§ Work item: After finding the line with "function fillPath(path, color)" in the data below, set down exactly each line through the one with "M1598 384a36 36 0 1 1 72 0a36 36 0 1 1-72 0Z", inclusive, and stop there.

(Stored dataset items)
-*-*-
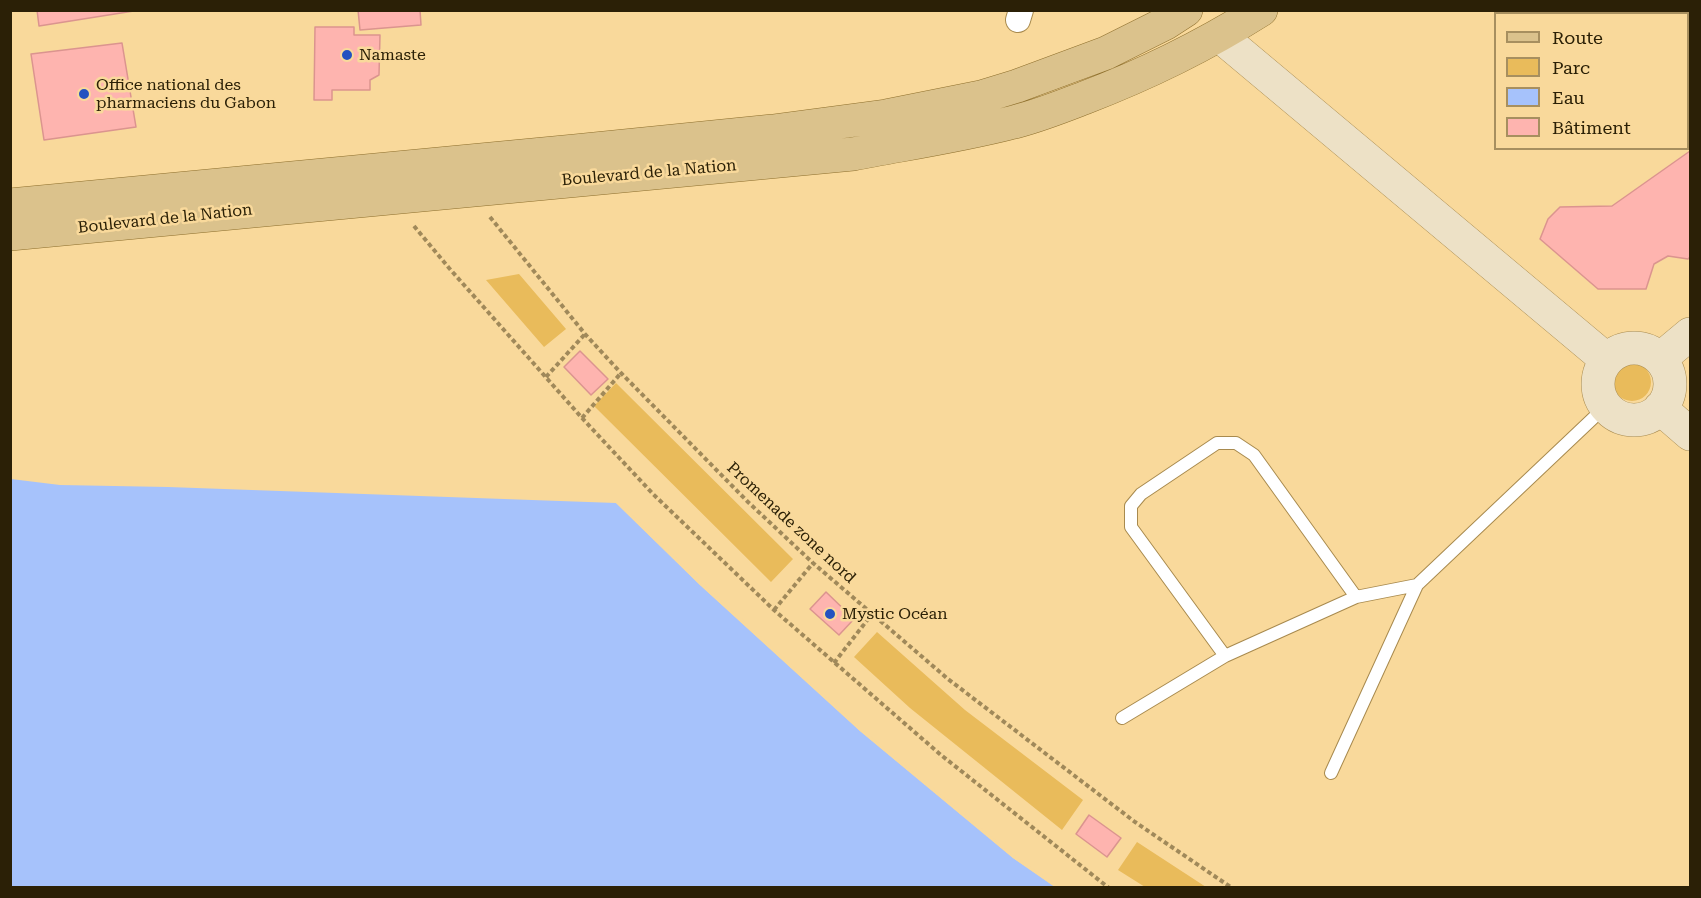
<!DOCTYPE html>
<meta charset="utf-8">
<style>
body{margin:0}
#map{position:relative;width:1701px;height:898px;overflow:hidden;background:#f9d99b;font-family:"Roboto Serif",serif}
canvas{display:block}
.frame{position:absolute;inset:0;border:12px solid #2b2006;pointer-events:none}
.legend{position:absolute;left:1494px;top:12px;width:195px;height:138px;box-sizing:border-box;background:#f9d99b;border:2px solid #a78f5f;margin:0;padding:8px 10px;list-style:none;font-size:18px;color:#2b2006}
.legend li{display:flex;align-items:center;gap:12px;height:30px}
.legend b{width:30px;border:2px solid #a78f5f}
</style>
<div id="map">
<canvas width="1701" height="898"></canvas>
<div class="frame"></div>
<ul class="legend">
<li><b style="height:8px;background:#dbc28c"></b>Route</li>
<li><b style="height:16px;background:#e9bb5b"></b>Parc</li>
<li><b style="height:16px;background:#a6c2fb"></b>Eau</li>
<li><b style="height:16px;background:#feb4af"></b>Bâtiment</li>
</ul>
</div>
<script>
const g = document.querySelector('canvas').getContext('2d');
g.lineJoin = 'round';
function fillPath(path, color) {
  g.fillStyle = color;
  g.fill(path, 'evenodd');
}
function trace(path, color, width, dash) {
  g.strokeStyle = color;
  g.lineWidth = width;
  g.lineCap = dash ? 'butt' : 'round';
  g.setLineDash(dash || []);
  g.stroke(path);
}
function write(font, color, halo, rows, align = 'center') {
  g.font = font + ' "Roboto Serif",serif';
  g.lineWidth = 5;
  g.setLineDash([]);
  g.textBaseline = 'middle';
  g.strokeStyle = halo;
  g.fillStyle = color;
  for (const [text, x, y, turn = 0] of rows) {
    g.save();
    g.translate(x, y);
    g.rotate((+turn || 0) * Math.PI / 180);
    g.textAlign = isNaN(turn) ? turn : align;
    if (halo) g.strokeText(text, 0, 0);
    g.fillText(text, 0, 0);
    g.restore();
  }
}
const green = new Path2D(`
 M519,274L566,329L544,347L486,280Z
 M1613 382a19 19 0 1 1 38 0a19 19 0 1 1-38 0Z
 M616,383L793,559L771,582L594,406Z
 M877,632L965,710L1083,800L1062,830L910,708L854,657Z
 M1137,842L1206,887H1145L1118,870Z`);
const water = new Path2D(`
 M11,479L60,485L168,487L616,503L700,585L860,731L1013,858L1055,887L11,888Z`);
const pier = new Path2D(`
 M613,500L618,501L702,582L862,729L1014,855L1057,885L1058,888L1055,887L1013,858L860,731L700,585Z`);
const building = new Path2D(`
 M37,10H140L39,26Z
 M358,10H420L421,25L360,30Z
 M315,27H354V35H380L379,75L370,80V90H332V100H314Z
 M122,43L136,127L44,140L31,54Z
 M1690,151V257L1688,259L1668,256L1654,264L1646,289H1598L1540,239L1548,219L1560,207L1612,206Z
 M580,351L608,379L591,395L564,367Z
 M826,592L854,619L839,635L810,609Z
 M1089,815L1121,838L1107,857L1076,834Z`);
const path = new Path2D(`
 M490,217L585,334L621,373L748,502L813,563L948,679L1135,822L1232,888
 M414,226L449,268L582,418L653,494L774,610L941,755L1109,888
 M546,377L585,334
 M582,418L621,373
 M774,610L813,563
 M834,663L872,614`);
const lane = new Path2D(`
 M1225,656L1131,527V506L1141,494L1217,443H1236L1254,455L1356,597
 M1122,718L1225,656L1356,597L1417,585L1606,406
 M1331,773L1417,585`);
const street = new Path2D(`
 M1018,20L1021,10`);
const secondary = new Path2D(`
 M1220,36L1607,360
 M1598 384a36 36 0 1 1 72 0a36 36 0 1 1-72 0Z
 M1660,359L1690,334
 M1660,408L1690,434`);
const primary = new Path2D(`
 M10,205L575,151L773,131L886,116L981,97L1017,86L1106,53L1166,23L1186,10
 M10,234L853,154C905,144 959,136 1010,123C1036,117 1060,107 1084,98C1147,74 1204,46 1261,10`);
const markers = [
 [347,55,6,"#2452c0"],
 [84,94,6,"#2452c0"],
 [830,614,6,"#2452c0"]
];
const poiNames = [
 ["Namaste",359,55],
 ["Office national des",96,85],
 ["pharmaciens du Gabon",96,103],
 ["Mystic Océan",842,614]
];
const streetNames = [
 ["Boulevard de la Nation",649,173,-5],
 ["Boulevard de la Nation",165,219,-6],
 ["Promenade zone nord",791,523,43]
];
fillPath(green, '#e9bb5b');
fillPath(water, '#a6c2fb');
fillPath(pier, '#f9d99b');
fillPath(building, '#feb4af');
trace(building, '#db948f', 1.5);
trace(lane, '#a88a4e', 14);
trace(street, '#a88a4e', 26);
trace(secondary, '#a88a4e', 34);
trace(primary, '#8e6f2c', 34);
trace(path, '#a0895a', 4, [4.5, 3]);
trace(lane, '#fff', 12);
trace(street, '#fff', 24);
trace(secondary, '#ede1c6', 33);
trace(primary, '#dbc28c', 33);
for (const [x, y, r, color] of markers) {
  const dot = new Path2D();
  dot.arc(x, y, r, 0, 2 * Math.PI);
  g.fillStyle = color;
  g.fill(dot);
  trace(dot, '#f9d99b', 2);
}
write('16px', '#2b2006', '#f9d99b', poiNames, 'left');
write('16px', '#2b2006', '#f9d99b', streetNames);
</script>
-*-*-
§ Output for this exercise:
function fillPath(path, color) {
  g.fillStyle = color;
  g.fill(path, 'evenodd');
}
function trace(path, color, width, dash) {
  g.strokeStyle = color;
  g.lineWidth = width;
  g.lineCap = dash ? 'butt' : 'round';
  g.setLineDash(dash || []);
  g.stroke(path);
}
function write(font, color, halo, rows, align = 'center') {
  g.font = font + ' "Roboto Serif",serif';
  g.lineWidth = 5;
  g.setLineDash([]);
  g.textBaseline = 'middle';
  g.strokeStyle = halo;
  g.fillStyle = color;
  for (const [text, x, y, turn = 0] of rows) {
    g.save();
    g.translate(x, y);
    g.rotate((+turn || 0) * Math.PI / 180);
    g.textAlign = isNaN(turn) ? turn : align;
    if (halo) g.strokeText(text, 0, 0);
    g.fillText(text, 0, 0);
    g.restore();
  }
}
const green = new Path2D(`
 M519,274L566,329L544,347L486,280Z
 M1613 382a19 19 0 1 1 38 0a19 19 0 1 1-38 0Z
 M616,383L793,559L771,582L594,406Z
 M877,632L965,710L1083,800L1062,830L910,708L854,657Z
 M1137,842L1206,887H1145L1118,870Z`);
const water = new Path2D(`
 M11,479L60,485L168,487L616,503L700,585L860,731L1013,858L1055,887L11,888Z`);
const pier = new Path2D(`
 M613,500L618,501L702,582L862,729L1014,855L1057,885L1058,888L1055,887L1013,858L860,731L700,585Z`);
const building = new Path2D(`
 M37,10H140L39,26Z
 M358,10H420L421,25L360,30Z
 M315,27H354V35H380L379,75L370,80V90H332V100H314Z
 M122,43L136,127L44,140L31,54Z
 M1690,151V257L1688,259L1668,256L1654,264L1646,289H1598L1540,239L1548,219L1560,207L1612,206Z
 M580,351L608,379L591,395L564,367Z
 M826,592L854,619L839,635L810,609Z
 M1089,815L1121,838L1107,857L1076,834Z`);
const path = new Path2D(`
 M490,217L585,334L621,373L748,502L813,563L948,679L1135,822L1232,888
 M414,226L449,268L582,418L653,494L774,610L941,755L1109,888
 M546,377L585,334
 M582,418L621,373
 M774,610L813,563
 M834,663L872,614`);
const lane = new Path2D(`
 M1225,656L1131,527V506L1141,494L1217,443H1236L1254,455L1356,597
 M1122,718L1225,656L1356,597L1417,585L1606,406
 M1331,773L1417,585`);
const street = new Path2D(`
 M1018,20L1021,10`);
const secondary = new Path2D(`
 M1220,36L1607,360
 M1598 384a36 36 0 1 1 72 0a36 36 0 1 1-72 0Z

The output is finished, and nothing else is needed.